WHAT YOU WILL DO:
Report each line of the entries that contains the word "body", copied in full.

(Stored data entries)
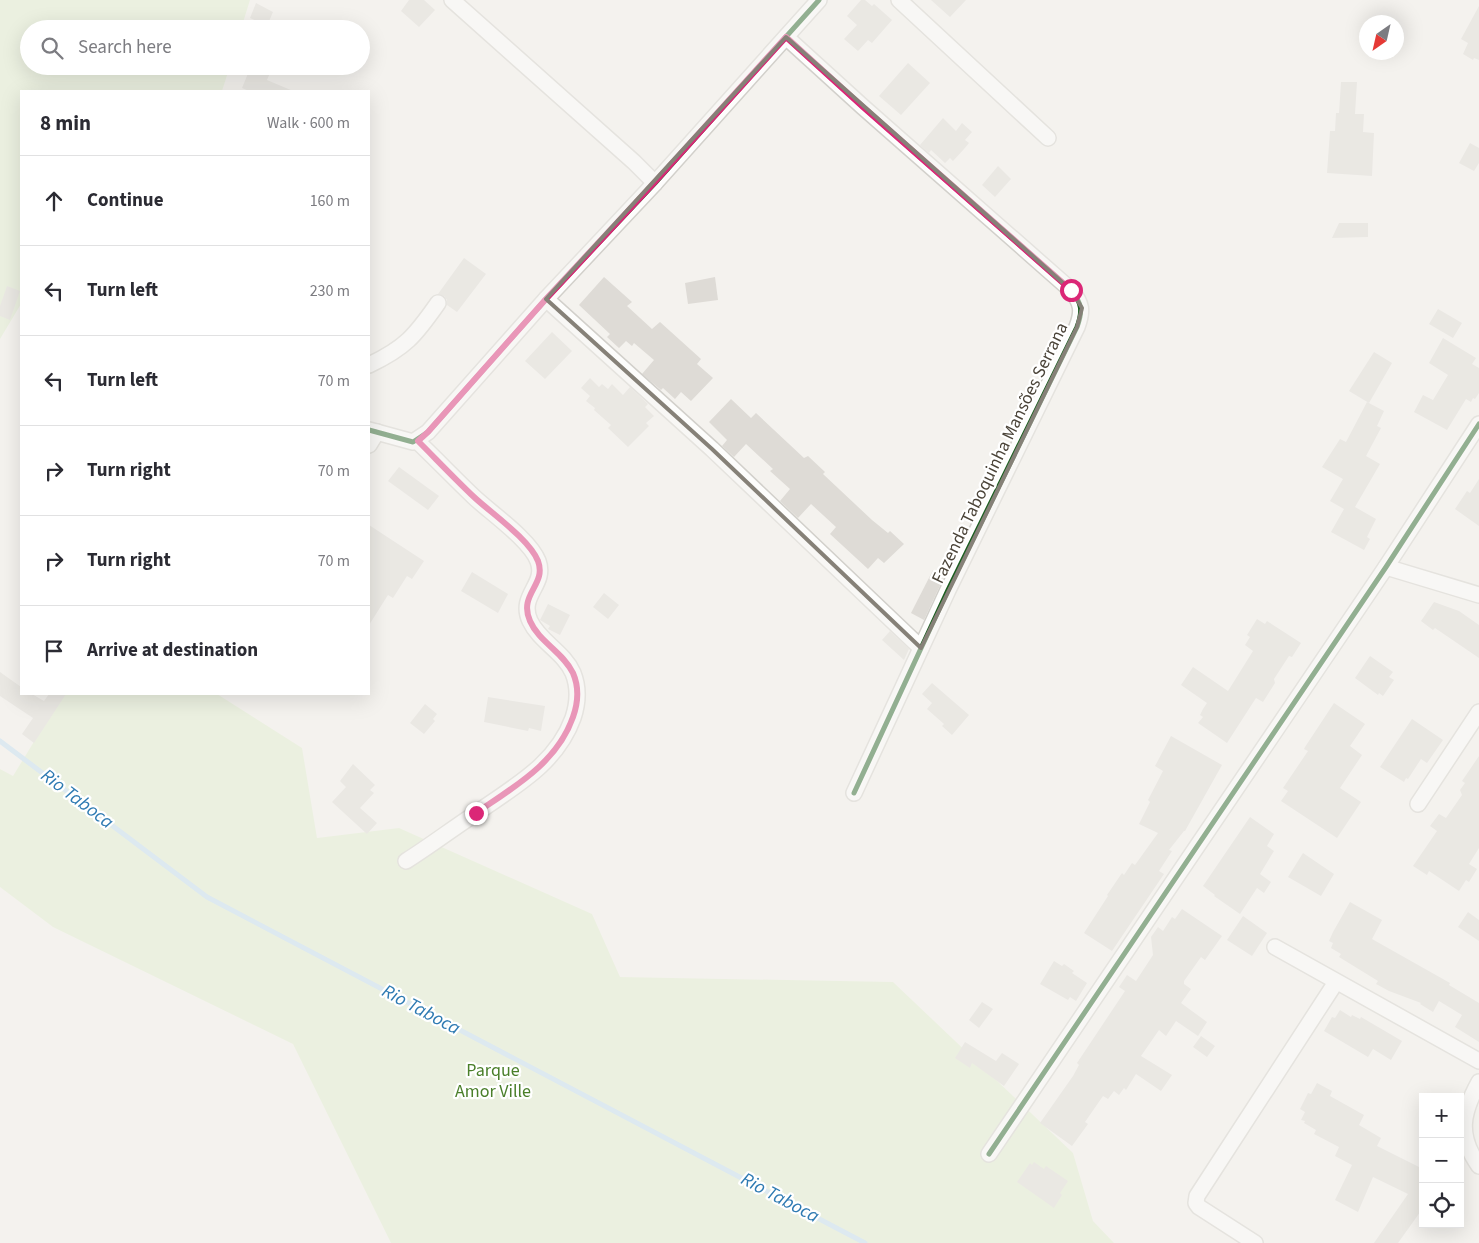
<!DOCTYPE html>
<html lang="en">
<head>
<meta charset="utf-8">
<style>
	:root { --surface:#fff; --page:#f2f2f3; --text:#2b2b33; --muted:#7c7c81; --line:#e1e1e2 }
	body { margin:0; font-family:"Source Sans 3",sans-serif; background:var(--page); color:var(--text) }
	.controls { position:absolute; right:15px; bottom:15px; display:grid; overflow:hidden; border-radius:0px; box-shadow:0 5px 20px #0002 }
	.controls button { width:45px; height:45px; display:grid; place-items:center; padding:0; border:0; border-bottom:1px solid var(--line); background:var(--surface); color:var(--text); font:25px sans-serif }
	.compass { position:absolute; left:1359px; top:15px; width:45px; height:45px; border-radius:50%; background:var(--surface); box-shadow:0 5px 20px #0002; rotate:214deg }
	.stop { position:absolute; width:15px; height:15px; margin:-11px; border:4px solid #db2777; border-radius:50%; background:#fff }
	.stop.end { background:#db2777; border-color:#fff; box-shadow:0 1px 5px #0008 }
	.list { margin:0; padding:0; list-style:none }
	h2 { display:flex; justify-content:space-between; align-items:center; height:65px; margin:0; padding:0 20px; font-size:21px }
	h2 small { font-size:16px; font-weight:400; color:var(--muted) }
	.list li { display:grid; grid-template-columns:32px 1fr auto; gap:15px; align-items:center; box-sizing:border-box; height:90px; padding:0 20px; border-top:1px solid var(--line) }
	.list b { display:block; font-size:19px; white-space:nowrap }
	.list em { font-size:16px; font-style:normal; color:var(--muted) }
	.icon { flex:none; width:28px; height:28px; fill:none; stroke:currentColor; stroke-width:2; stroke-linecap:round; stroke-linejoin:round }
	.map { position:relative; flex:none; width:1479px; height:1243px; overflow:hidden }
	.search { position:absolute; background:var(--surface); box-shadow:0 5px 20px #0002; left:20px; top:20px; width:350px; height:55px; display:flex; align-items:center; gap:12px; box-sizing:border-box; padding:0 18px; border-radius:28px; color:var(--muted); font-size:19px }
	.panel { position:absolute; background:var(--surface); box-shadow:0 5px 20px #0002; left:20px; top:90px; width:350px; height:605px; border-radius:0px }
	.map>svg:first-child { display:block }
	.green { fill:#e1eecf }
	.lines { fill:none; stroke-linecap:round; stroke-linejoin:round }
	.stream { stroke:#c0ddf1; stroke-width:5 }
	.building { fill:#dedbd6 }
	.minor-casing { stroke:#d2d0cb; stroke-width:18 }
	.minor { stroke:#fdfdfc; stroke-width:15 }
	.cycleway-casing { stroke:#fff; stroke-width:8 }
	.cycleway { stroke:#1b5e20; stroke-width:5 }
	.route { stroke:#db2777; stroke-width:6 }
	.marked { fill:none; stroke:#868178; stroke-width:4; stroke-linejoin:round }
	.labels { text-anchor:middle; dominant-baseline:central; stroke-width:4.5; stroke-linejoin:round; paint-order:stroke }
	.street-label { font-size:18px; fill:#4b4439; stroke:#fff }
	.park-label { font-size:18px; fill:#4a7f2a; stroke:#fff }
	.water-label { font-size:19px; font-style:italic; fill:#2e7ab2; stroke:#fff }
</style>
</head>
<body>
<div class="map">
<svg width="1479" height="1243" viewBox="0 0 1479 1243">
	<rect width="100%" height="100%" fill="#f4f2ee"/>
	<g class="green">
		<path d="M0 0H250L241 29H29V66H230L222 91H21V304L0 339Z"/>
		<path d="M63 694H217L302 748 317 838 399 828 592 914 620 977 893 982 1073 1153 1093 1221 1114 1243H391L293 1044 53 927 0 887V769L13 776Z"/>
	</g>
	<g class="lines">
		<path class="stream" d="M0 741 207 897 865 1243"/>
	</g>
	<g class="building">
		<path d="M409 0H424L435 10 419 27 401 11Z"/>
		<path d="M861 0H865L872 6 874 4 892 20 872 43 868 40 858 51 844 39 857 25 847 16Z"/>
		<path d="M931 0H966L950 17Z"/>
		<path d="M256 3 273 12 267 26 250 18Z"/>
		<path d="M1479 6V60L1474 58 1473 60 1463 54 1468 43 1461 39Z"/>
		<path d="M908 63 930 83 901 115 879 96Z"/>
		<path d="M251 66H273L267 80 293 91H249L242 88Z"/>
		<path d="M1341 82H1357L1355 114H1364L1363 132 1374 133 1372 176 1327 173 1330 131H1335L1336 113H1339Z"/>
		<path d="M943 118 956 131 962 123 972 132 965 140 969 143 964 149 953 161 950 158 945 163 931 150 929 153 920 145Z"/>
		<path d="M1470 143 1479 148V163L1474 171 1459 163Z"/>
		<path d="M998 166 1011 179 995 197 982 185Z"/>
		<path d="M1339 223H1368V237L1332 238Z"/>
		<path d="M464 258 486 274 457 312 447 305V300L444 296 438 294Z"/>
		<path d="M604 277 632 302 627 306 652 329 660 322 701 359 697 364 713 378 691 401 681 392 675 399 663 388 661 390 642 374 654 360 634 343 632 346 626 341 619 348 607 337 610 334 579 305Z"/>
		<path d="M715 277 718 300 688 304 685 283Z"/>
		<path d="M7 286 20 291 10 320 0 316V306Z"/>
		<path d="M1438 309 1462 323 1453 338 1429 324Z"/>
		<path d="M552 332 572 351 545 379 525 361Z"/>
		<path d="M1443 338 1476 358 1472 364 1479 368V393L1475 399 1473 398 1471 402 1466 399 1447 430 1414 412 1423 395 1433 400 1448 375 1429 363Z"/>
		<path d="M1374 352 1392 363 1369 403 1349 391Z"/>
		<path d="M590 378 599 387 602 384 608 389 612 384 623 395 630 387 648 404 645 407 654 416 646 423 649 426 628 447 608 428 611 425 594 410 595 408 586 401 590 396 581 388Z"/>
		<path d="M731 399 751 418 756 413 804 458 808 456 825 472 823 474 872 520 888 533 890 531 904 544 884 563 878 558 868 569 830 534 836 527 811 504 798 518 780 501 790 489 770 471 773 469 746 444 734 457 722 446 727 440 709 422Z"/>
		<path d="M1367 402 1384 411 1377 426 1381 428 1366 456 1380 464 1355 507 1376 519 1367 537 1370 539 1364 550 1331 532 1344 509 1330 501 1343 479 1322 467 1340 439 1346 442Z"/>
		<path d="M399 467 439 496 428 510 388 481Z"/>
		<path d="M1479 479V526L1455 509 1467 491 1470 493Z"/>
		<path d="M369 525 424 561 412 579 407 576 393 598 388 595 369 625Z"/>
		<path d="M933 570 943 579 924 620 911 613Z"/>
		<path d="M472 572 508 594 498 613 461 591Z"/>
		<path d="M604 593 619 605 608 619 593 607Z"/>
		<path d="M1434 602 1459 611 1479 625V658L1435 628 1433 630 1421 621Z"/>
		<path d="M548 604 570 615 560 635 548 629 550 626 540 620Z"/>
		<path d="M1257 619 1265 624 1267 621 1301 643 1292 657 1289 656 1274 679 1275 683 1263 702 1256 698 1227 743 1198 723 1203 717 1200 715 1203 709 1207 703 1181 685 1193 667 1228 691 1253 651 1245 645 1250 637 1247 635Z"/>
		<path d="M890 631 909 649 904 660 882 640Z"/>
		<path d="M1370 656 1393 672 1389 677 1394 680 1383 696 1379 693 1378 695 1355 678Z"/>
		<path d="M0 672 21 687V694H32L44 701 49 694H66L34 743 22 734 33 718 0 696Z"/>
		<path d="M932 683 969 715 952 735 942 726 944 724 927 709 932 703 922 694Z"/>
		<path d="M488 697 545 706 541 731 529 728 528 731 484 722Z"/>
		<path d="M1334 703 1365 724 1350 746 1362 755 1340 788 1361 802 1337 838 1281 801 1288 791 1283 788 1308 751 1304 749 1305 747Z"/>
		<path d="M425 704 437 714 433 719 435 721 424 734 410 723Z"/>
		<path d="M1412 719 1443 740 1427 763 1421 759 1408 779 1406 778 1404 782 1380 767Z"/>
		<path d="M1171 736 1222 765 1185 831H1184L1169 850 1172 851 1159 871 1164 874 1112 951 1084 933 1108 896 1107 895 1122 873 1124 875 1132 863 1135 865 1158 833 1139 824 1150 802 1148 800 1163 771 1155 766Z"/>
		<path d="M1479 756V848L1469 864 1477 869 1469 882 1466 880 1459 891 1429 871 1427 875 1413 866 1437 831 1430 826 1439 814 1446 818 1462 795 1460 790 1465 783 1462 781Z"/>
		<path d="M353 764 375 785 370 790 374 793 360 808 377 823 367 834 332 802 346 787 340 781Z"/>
		<path d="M1250 817 1274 834 1267 846 1274 851 1260 874 1271 882 1264 893 1257 888 1240 914 1214 896 1215 895 1203 886Z"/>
		<path d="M1303 853 1334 874 1321 896 1288 877Z"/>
		<path d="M1350 902 1382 920 1372 939 1450 983 1449 985 1479 1003V1042L1455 1027 1462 1015 1439 1001 1433 1012 1420 1004 1421 1003 1389 991 1376 984 1378 981 1339 957 1341 954 1331 948 1333 943 1329 941 1333 932Z"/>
		<path d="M1182 909 1222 936 1205 960 1201 957 1184 981V984L1191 989 1181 1003 1207 1022 1198 1036 1176 1021 1166 1036 1159 1030 1141 1056 1172 1075 1161 1091 1136 1074 1126 1090 1124 1088 1119 1095 1114 1091 1108 1099 1103 1096 1085 1122 1088 1124 1072 1146 1040 1123 1073 1076 1079 1065 1077 1063 1125 991 1119 987 1127 975 1136 981 1153 955 1151 937 1158 927 1163 931 1172 917 1175 919Z"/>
		<path d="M1468 912 1479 920V941L1458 927Z"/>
		<path d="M1243 916 1267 933 1252 956 1227 940Z"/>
		<path d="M1054 961 1062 966 1064 964 1074 971 1072 973 1087 983 1076 1001 1070 997 1068 1000 1040 984Z"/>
		<path d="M982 1002 993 1009 979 1028 969 1020Z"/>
		<path d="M1340 1010 1351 1017 1352 1015 1360 1019 1361 1017 1402 1041 1391 1060 1373 1049 1368 1057 1324 1031 1332 1017 1335 1018Z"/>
		<path d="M1201 1036 1215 1046 1207 1057 1193 1047Z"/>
		<path d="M965 1042 996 1061 1002 1053 1019 1064 1004 1086 972 1063 970 1068 955 1058Z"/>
		<path d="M1317 1083 1332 1091 1330 1096 1364 1115 1359 1125 1381 1138 1377 1146 1423 1169V1208L1398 1243H1374L1408 1194 1373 1177 1358 1212 1335 1200 1352 1165 1335 1156 1339 1147 1314 1134 1316 1130 1304 1123 1305 1121 1301 1120 1305 1112 1300 1109 1308 1093 1311 1094Z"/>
		<path d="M1034 1162 1044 1169 1046 1166 1068 1181 1060 1193 1062 1195 1054 1208 1017 1182 1030 1163 1032 1165Z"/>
	</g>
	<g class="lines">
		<defs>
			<g id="minor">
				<path d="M452 0 634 162 655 183"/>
				<path d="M899 0 1048 138"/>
				<path d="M786 37 863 107 1071 290C1082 303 1083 311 1077 327L948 590 854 793"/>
				<path d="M546 299 712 449 921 648"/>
				<path d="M369 365C405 348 415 336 438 303"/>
				<path d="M369 430 413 442 428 432 546 299 655 183 819 0"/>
				<path d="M369 445 377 432"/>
				<path d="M1386 567 1479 595"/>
				<path d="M1418 804 1479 712"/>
				<path d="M406 861C430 846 452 829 475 814 513 787 556 765 573 718 578 703 579 688 573 673 564 652 540 642 530 621 518 595 547 585 538 561 530 540 491 513 474 497 455 479 436 459 417 441"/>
				<path d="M1275 947 1479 1061"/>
				<path d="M1479 1082C1462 1113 1457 1135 1479 1166"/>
				<path d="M989 1154 1386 567 1479 424"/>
				<path d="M1255 1243 1199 1207 1196 1203 1197 1196 1336 982"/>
			</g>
		</defs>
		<use href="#minor" class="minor-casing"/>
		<use href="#minor" class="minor"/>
		<defs>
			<g id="cycleway">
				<path d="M786 37 863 107 1071 290C1082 303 1083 311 1077 327L948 590 854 793"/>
				<path d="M369 430 413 442 428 432 546 299 655 183 819 0"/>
				<path d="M989 1154 1386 567 1479 424"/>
			</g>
		</defs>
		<use href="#cycleway" class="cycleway-casing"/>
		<use href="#cycleway" class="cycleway"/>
	</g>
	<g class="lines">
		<path class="route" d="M476 813C514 787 557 763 573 717 578 703 579 687 573 673 563 652 539 642 530 621 518 594 547 585 538 561 529 539 491 513 474 497 455 479 436 459 418 441L428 432 546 299 654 183 786 37 863 107 1071 290"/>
	</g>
	<path d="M0 0H1479V1243H0ZM786 37 1071 290 1082 308 1077 327 921 648 712 449 546 299Z" fill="#f4f2ee" fill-opacity=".55" fill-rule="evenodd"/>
	<path class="marked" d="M786 37 1071 290 1082 308 1077 327 921 648 712 449 546 299Z"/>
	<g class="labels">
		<g class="street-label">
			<text transform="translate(1000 453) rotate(-64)">Fazenda Taboquinha Mansões Serrana</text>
		</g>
		<g class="park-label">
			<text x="493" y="1070">Parque<tspan x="493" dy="21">Amor Ville</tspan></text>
		</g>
		<g class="water-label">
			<text transform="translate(77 799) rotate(37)">Rio Taboca</text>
			<text transform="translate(421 1010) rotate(28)">Rio Taboca</text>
			<text transform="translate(780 1198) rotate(28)">Rio Taboca</text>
		</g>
	</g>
</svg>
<div class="controls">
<button>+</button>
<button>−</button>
<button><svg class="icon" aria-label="locate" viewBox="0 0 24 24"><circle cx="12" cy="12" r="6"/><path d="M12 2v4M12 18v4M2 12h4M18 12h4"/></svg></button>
</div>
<svg class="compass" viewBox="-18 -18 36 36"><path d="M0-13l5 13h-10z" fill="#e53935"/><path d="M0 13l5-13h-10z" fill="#7c7c81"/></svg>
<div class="stop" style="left:1071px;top:290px"></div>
<div class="stop end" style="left:476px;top:813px"></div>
<div class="search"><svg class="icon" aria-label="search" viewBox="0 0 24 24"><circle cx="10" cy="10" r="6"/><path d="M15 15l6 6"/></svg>Search here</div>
<section class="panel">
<h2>8 min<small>Walk · 600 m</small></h2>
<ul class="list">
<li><svg class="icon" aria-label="ahead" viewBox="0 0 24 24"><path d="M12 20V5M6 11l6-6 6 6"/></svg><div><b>Continue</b></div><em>160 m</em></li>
<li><svg class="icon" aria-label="left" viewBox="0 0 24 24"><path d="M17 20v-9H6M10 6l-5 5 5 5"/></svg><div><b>Turn left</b></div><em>230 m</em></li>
<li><svg class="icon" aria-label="left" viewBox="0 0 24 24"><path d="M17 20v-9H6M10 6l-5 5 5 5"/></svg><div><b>Turn left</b></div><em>70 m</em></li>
<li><svg class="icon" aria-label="right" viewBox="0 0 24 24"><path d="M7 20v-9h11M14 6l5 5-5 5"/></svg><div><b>Turn right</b></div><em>70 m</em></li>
<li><svg class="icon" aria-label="right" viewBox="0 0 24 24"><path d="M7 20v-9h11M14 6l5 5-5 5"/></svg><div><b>Turn right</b></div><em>70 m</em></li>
<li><svg class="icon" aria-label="arrive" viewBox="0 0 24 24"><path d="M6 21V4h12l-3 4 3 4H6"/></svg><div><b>Arrive at destination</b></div></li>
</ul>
</section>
</div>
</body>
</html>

RESPONSE TO THE TASK:
	body { margin:0; font-family:"Source Sans 3",sans-serif; background:var(--page); color:var(--text) }
<body>
</body>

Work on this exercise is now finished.